--- MATERIAL SHOWN ---
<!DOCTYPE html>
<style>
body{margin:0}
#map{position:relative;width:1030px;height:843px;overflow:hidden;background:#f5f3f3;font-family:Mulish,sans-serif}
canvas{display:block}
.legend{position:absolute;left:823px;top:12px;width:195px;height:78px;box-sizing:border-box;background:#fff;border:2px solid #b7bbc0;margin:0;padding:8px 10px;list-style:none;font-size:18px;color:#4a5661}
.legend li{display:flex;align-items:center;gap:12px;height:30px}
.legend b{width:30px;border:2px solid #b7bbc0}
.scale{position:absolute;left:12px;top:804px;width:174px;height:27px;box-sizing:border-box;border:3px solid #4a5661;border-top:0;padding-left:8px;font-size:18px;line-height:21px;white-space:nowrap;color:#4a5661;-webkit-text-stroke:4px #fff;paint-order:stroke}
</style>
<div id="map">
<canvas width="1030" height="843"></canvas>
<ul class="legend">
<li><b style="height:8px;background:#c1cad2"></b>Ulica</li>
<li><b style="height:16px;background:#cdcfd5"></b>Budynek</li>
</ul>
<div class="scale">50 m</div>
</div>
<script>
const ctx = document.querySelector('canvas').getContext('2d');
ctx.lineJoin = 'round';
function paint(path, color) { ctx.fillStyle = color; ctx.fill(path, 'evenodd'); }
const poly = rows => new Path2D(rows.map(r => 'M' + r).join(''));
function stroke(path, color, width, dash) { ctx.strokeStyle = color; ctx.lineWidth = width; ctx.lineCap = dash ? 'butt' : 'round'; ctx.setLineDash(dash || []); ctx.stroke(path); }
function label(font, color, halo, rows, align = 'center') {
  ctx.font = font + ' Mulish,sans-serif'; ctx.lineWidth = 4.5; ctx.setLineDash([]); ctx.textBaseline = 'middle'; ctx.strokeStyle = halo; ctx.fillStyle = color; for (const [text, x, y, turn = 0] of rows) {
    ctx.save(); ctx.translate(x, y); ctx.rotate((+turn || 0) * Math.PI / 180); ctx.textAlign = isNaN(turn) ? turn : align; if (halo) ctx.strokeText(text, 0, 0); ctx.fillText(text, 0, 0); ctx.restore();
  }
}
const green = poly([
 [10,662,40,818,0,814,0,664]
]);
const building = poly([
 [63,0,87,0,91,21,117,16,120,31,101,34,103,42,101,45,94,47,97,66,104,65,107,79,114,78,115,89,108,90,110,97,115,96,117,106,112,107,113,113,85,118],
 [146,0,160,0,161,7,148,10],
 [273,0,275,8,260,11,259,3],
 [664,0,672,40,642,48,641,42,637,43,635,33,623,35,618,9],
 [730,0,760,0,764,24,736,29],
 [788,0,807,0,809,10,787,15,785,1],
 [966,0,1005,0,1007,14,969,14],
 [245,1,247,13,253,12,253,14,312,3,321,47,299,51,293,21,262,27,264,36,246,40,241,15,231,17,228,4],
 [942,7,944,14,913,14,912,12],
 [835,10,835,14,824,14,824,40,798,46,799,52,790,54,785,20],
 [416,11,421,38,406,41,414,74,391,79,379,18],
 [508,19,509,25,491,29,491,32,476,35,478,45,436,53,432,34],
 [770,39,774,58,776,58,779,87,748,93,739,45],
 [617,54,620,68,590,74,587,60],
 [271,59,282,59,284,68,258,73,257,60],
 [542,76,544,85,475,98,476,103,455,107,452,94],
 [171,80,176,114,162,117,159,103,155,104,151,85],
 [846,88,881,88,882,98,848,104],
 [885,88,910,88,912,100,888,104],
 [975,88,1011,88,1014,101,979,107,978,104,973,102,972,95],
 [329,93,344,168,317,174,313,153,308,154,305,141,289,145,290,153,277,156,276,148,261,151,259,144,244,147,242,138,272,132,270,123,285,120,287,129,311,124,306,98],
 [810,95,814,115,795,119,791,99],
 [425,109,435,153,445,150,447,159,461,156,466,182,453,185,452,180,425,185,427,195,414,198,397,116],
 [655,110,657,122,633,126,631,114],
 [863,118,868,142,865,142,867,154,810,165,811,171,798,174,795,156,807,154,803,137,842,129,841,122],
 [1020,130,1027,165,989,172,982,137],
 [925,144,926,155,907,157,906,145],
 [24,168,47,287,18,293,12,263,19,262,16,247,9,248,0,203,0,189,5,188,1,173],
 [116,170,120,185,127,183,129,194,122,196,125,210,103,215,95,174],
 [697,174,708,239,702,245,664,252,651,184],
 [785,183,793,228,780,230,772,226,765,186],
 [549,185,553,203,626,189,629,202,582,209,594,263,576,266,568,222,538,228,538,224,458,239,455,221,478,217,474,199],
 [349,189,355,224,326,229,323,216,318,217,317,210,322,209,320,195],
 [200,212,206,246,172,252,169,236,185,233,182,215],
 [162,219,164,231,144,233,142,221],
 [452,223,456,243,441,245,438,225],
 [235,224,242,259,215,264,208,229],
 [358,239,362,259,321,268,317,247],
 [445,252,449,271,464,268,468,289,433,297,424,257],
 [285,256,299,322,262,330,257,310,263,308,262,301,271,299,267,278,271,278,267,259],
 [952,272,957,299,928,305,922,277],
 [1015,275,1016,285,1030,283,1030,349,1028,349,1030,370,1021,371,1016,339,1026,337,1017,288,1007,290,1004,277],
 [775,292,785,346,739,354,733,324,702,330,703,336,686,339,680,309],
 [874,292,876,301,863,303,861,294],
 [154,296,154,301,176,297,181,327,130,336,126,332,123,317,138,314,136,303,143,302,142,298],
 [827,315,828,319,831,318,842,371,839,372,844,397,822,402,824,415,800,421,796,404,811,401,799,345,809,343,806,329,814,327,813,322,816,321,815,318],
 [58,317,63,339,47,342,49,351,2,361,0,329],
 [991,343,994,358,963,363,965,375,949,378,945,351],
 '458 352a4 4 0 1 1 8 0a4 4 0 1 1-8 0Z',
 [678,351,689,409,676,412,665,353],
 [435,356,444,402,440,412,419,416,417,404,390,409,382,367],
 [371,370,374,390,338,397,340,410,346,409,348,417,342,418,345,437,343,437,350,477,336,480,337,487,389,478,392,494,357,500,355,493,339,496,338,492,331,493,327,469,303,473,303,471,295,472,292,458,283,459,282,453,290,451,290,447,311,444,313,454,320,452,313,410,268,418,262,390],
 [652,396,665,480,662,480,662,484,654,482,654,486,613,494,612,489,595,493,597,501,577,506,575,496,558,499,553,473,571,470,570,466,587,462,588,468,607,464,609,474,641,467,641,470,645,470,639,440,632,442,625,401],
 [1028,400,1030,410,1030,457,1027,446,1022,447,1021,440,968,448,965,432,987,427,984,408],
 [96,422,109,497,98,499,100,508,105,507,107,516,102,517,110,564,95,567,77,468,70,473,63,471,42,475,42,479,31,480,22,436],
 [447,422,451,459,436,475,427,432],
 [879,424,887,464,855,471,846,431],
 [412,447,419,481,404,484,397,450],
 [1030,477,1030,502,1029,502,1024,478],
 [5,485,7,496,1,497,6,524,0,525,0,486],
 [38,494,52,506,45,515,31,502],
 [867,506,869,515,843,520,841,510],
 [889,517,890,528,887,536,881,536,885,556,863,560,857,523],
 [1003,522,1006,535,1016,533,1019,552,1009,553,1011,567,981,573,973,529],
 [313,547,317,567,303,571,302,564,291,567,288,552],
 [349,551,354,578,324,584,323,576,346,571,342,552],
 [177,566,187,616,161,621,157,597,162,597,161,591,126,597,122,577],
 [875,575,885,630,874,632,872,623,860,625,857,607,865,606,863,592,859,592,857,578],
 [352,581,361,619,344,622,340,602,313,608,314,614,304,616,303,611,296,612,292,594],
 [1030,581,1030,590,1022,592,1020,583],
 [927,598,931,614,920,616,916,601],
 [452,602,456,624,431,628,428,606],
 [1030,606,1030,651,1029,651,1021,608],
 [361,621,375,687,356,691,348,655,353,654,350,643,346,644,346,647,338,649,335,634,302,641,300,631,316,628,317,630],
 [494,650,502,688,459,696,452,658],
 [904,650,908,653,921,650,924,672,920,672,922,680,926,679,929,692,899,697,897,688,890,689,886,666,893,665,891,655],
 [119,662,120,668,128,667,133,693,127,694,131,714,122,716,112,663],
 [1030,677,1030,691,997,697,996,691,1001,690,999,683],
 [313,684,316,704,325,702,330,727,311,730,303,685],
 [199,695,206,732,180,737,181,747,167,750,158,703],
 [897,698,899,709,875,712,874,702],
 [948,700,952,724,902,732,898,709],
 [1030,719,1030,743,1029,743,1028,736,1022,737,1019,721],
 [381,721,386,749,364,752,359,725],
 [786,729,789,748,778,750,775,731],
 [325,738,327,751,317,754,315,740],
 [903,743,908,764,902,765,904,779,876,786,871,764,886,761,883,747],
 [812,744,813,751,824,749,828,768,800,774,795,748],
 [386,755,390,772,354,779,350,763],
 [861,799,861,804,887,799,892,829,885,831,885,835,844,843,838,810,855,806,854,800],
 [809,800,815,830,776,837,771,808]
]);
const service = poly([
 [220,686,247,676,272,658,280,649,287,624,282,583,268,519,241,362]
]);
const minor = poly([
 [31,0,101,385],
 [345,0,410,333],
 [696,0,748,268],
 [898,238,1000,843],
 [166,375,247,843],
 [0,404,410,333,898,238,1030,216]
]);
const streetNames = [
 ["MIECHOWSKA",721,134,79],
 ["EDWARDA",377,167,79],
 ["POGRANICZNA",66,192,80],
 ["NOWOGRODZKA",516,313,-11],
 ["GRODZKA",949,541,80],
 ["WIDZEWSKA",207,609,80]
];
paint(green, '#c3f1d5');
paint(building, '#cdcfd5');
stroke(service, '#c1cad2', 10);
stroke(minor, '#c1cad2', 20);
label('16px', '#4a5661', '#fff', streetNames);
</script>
---
WHAT IS BEING ASKED
Show each line in the data where the string "canvas" appears.

ANSWER SECTION
canvas{display:block}
<canvas width="1030" height="843"></canvas>
const ctx = document.querySelector('canvas').getContext('2d');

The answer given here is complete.